* **DIRECTIONS**:
Without including any pictures, return the records below exactly as written.

* **RECORDS PROVIDED**:

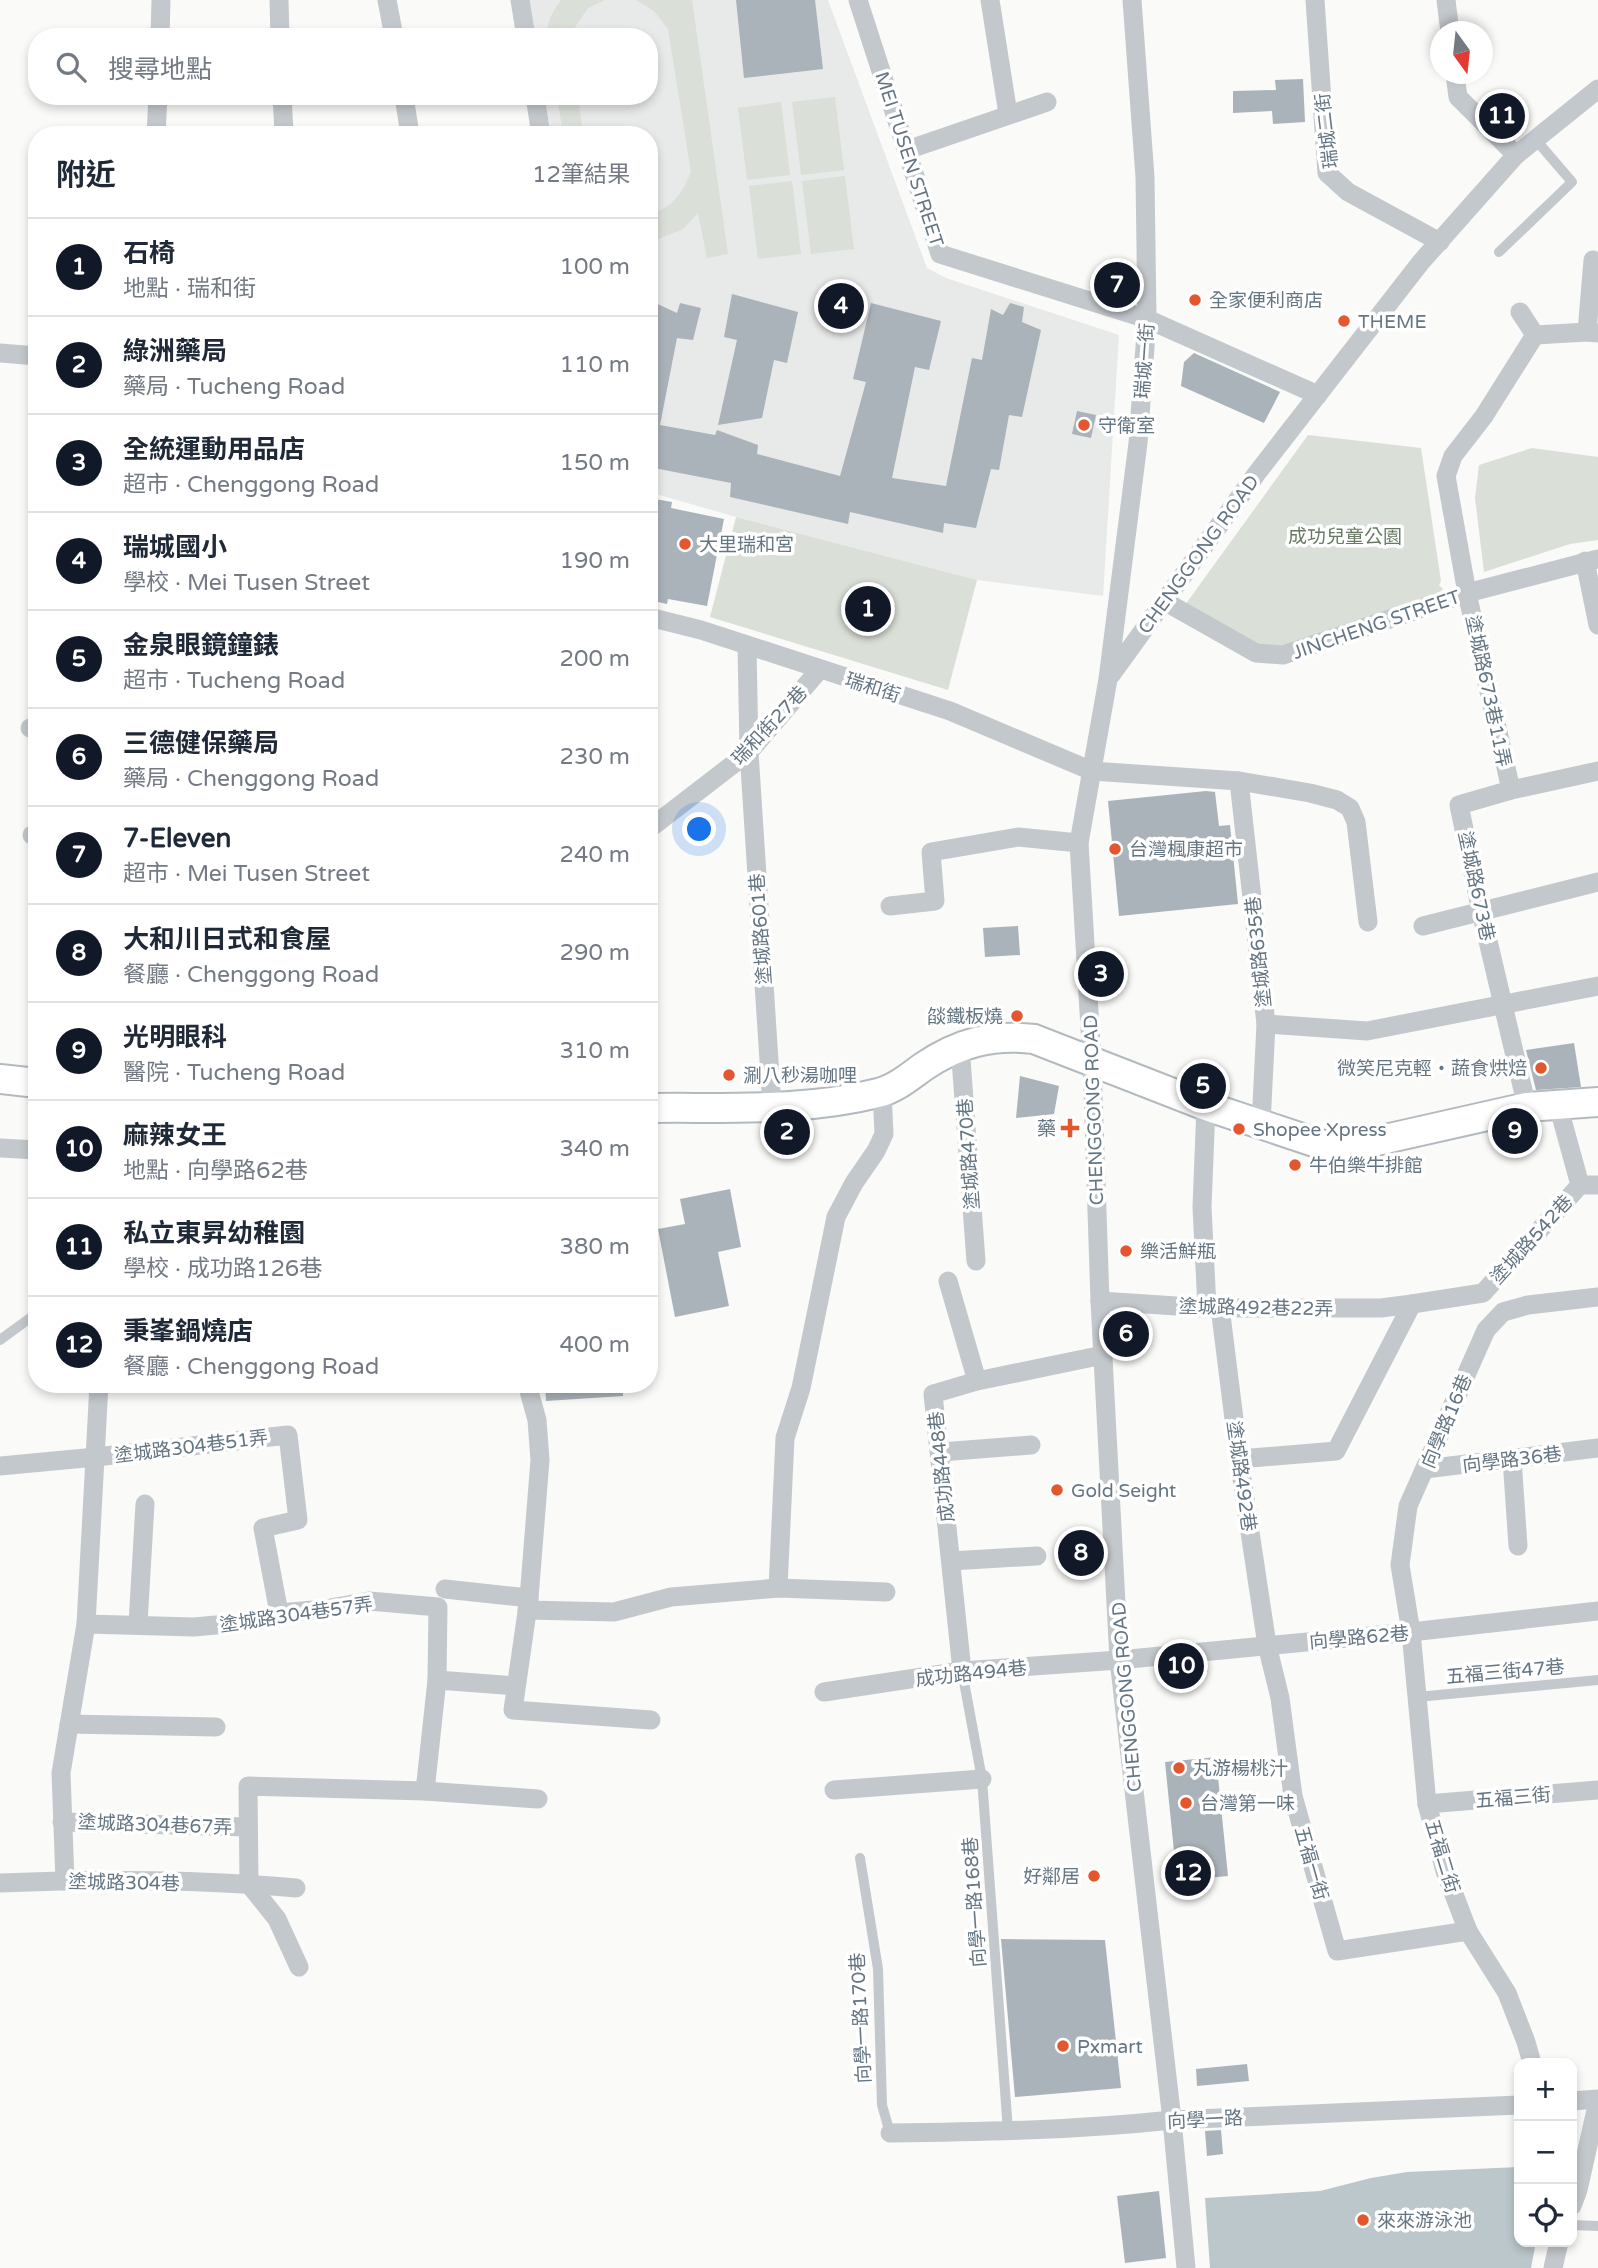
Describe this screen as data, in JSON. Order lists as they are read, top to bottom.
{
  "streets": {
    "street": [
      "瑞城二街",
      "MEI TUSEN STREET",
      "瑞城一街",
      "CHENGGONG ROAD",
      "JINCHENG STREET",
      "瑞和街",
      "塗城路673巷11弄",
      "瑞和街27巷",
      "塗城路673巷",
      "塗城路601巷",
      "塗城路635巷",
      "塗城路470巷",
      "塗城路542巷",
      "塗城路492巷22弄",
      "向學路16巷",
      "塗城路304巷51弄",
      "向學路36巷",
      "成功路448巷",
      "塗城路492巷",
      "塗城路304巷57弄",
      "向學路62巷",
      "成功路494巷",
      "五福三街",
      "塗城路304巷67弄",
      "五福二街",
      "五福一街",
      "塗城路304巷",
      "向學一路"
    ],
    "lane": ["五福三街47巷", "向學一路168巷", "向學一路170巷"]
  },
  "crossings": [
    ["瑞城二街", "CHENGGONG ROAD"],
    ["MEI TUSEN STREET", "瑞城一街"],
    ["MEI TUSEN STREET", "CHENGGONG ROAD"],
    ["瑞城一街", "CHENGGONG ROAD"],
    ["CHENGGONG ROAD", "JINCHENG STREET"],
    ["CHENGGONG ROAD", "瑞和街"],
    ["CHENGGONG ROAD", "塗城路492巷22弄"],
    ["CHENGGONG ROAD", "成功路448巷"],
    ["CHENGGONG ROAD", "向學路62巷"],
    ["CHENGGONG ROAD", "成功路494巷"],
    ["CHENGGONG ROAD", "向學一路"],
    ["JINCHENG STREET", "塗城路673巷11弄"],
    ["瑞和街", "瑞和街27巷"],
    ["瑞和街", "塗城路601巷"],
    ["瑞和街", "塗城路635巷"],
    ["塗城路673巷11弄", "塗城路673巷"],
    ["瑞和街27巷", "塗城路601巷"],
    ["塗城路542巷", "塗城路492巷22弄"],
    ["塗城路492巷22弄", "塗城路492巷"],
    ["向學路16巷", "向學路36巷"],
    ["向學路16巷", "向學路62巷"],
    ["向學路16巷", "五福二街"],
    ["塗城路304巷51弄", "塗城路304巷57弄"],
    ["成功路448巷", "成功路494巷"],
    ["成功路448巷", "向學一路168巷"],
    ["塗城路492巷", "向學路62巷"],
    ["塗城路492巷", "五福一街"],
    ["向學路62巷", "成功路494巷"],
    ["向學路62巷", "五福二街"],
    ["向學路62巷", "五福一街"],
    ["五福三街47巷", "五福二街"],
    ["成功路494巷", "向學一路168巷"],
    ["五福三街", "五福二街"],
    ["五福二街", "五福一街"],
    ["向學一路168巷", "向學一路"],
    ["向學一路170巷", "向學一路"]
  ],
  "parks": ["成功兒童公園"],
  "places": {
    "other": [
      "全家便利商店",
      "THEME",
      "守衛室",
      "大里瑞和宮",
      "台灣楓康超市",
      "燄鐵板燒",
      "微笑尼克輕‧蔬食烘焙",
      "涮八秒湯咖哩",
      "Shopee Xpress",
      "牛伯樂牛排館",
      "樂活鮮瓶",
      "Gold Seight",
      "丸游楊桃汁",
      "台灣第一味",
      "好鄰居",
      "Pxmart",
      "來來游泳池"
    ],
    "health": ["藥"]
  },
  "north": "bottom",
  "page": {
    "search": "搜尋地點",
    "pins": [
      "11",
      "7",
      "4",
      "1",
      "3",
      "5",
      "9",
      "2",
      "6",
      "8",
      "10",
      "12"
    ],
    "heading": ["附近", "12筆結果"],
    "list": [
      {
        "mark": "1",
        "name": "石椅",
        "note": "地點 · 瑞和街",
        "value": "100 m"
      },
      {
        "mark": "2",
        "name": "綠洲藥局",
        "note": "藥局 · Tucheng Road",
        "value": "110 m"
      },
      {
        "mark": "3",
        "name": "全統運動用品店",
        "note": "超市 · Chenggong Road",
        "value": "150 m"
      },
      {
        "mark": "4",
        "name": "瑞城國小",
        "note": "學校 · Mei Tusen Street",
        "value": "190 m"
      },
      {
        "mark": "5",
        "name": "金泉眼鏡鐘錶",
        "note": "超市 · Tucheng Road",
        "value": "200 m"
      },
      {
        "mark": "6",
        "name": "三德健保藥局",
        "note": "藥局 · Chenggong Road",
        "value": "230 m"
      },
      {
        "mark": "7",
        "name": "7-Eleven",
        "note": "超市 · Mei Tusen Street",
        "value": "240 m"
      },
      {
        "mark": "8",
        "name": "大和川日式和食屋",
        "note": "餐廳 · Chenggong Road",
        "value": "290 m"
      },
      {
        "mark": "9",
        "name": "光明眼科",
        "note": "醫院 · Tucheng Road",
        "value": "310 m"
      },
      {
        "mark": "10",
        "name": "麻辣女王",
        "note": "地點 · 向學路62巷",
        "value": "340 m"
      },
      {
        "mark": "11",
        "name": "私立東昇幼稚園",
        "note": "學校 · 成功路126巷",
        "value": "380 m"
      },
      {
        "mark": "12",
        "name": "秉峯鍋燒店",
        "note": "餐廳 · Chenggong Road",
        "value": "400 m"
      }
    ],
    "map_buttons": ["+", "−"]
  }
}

* **WRITTEN SOLUTION**:
Describe this screen as data, in JSON. Order lists as they are read, top to bottom.
{
  "streets": {
    "street": [
      "瑞城二街",
      "MEI TUSEN STREET",
      "瑞城一街",
      "CHENGGONG ROAD",
      "JINCHENG STREET",
      "瑞和街",
      "塗城路673巷11弄",
      "瑞和街27巷",
      "塗城路673巷",
      "塗城路601巷",
      "塗城路635巷",
      "塗城路470巷",
      "塗城路542巷",
      "塗城路492巷22弄",
      "向學路16巷",
      "塗城路304巷51弄",
      "向學路36巷",
      "成功路448巷",
      "塗城路492巷",
      "塗城路304巷57弄",
      "向學路62巷",
      "成功路494巷",
      "五福三街",
      "塗城路304巷67弄",
      "五福二街",
      "五福一街",
      "塗城路304巷",
      "向學一路"
    ],
    "lane": ["五福三街47巷", "向學一路168巷", "向學一路170巷"]
  },
  "crossings": [
    ["瑞城二街", "CHENGGONG ROAD"],
    ["MEI TUSEN STREET", "瑞城一街"],
    ["MEI TUSEN STREET", "CHENGGONG ROAD"],
    ["瑞城一街", "CHENGGONG ROAD"],
    ["CHENGGONG ROAD", "JINCHENG STREET"],
    ["CHENGGONG ROAD", "瑞和街"],
    ["CHENGGONG ROAD", "塗城路492巷22弄"],
    ["CHENGGONG ROAD", "成功路448巷"],
    ["CHENGGONG ROAD", "向學路62巷"],
    ["CHENGGONG ROAD", "成功路494巷"],
    ["CHENGGONG ROAD", "向學一路"],
    ["JINCHENG STREET", "塗城路673巷11弄"],
    ["瑞和街", "瑞和街27巷"],
    ["瑞和街", "塗城路601巷"],
    ["瑞和街", "塗城路635巷"],
    ["塗城路673巷11弄", "塗城路673巷"],
    ["瑞和街27巷", "塗城路601巷"],
    ["塗城路542巷", "塗城路492巷22弄"],
    ["塗城路492巷22弄", "塗城路492巷"],
    ["向學路16巷", "向學路36巷"],
    ["向學路16巷", "向學路62巷"],
    ["向學路16巷", "五福二街"],
    ["塗城路304巷51弄", "塗城路304巷57弄"],
    ["成功路448巷", "成功路494巷"],
    ["成功路448巷", "向學一路168巷"],
    ["塗城路492巷", "向學路62巷"],
    ["塗城路492巷", "五福一街"],
    ["向學路62巷", "成功路494巷"],
    ["向學路62巷", "五福二街"],
    ["向學路62巷", "五福一街"],
    ["五福三街47巷", "五福二街"],
    ["成功路494巷", "向學一路168巷"],
    ["五福三街", "五福二街"],
    ["五福二街", "五福一街"],
    ["向學一路168巷", "向學一路"],
    ["向學一路170巷", "向學一路"]
  ],
  "parks": ["成功兒童公園"],
  "places": {
    "other": [
      "全家便利商店",
      "THEME",
      "守衛室",
      "大里瑞和宮",
      "台灣楓康超市",
      "燄鐵板燒",
      "微笑尼克輕‧蔬食烘焙",
      "涮八秒湯咖哩",
      "Shopee Xpress",
      "牛伯樂牛排館",
      "樂活鮮瓶",
      "Gold Seight",
      "丸游楊桃汁",
      "台灣第一味",
      "好鄰居",
      "Pxmart",
      "來來游泳池"
    ],
    "health": ["藥"]
  },
  "north": "bottom",
  "page": {
    "search": "搜尋地點",
    "pins": [
      "11",
      "7",
      "4",
      "1",
      "3",
      "5",
      "9",
      "2",
      "6",
      "8",
      "10",
      "12"
    ],
    "heading": ["附近", "12筆結果"],
    "list": [
      {
        "mark": "1",
        "name": "石椅",
        "note": "地點 · 瑞和街",
        "value": "100 m"
      },
      {
        "mark": "2",
        "name": "綠洲藥局",
        "note": "藥局 · Tucheng Road",
        "value": "110 m"
      },
      {
        "mark": "3",
        "name": "全統運動用品店",
        "note": "超市 · Chenggong Road",
        "value": "150 m"
      },
      {
        "mark": "4",
        "name": "瑞城國小",
        "note": "學校 · Mei Tusen Street",
        "value": "190 m"
      },
      {
        "mark": "5",
        "name": "金泉眼鏡鐘錶",
        "note": "超市 · Tucheng Road",
        "value": "200 m"
      },
      {
        "mark": "6",
        "name": "三德健保藥局",
        "note": "藥局 · Chenggong Road",
        "value": "230 m"
      },
      {
        "mark": "7",
        "name": "7-Eleven",
        "note": "超市 · Mei Tusen Street",
        "value": "240 m"
      },
      {
        "mark": "8",
        "name": "大和川日式和食屋",
        "note": "餐廳 · Chenggong Road",
        "value": "290 m"
      },
      {
        "mark": "9",
        "name": "光明眼科",
        "note": "醫院 · Tucheng Road",
        "value": "310 m"
      },
      {
        "mark": "10",
        "name": "麻辣女王",
        "note": "地點 · 向學路62巷",
        "value": "340 m"
      },
      {
        "mark": "11",
        "name": "私立東昇幼稚園",
        "note": "學校 · 成功路126巷",
        "value": "380 m"
      },
      {
        "mark": "12",
        "name": "秉峯鍋燒店",
        "note": "餐廳 · Chenggong Road",
        "value": "400 m"
      }
    ],
    "map_buttons": ["+", "−"]
  }
}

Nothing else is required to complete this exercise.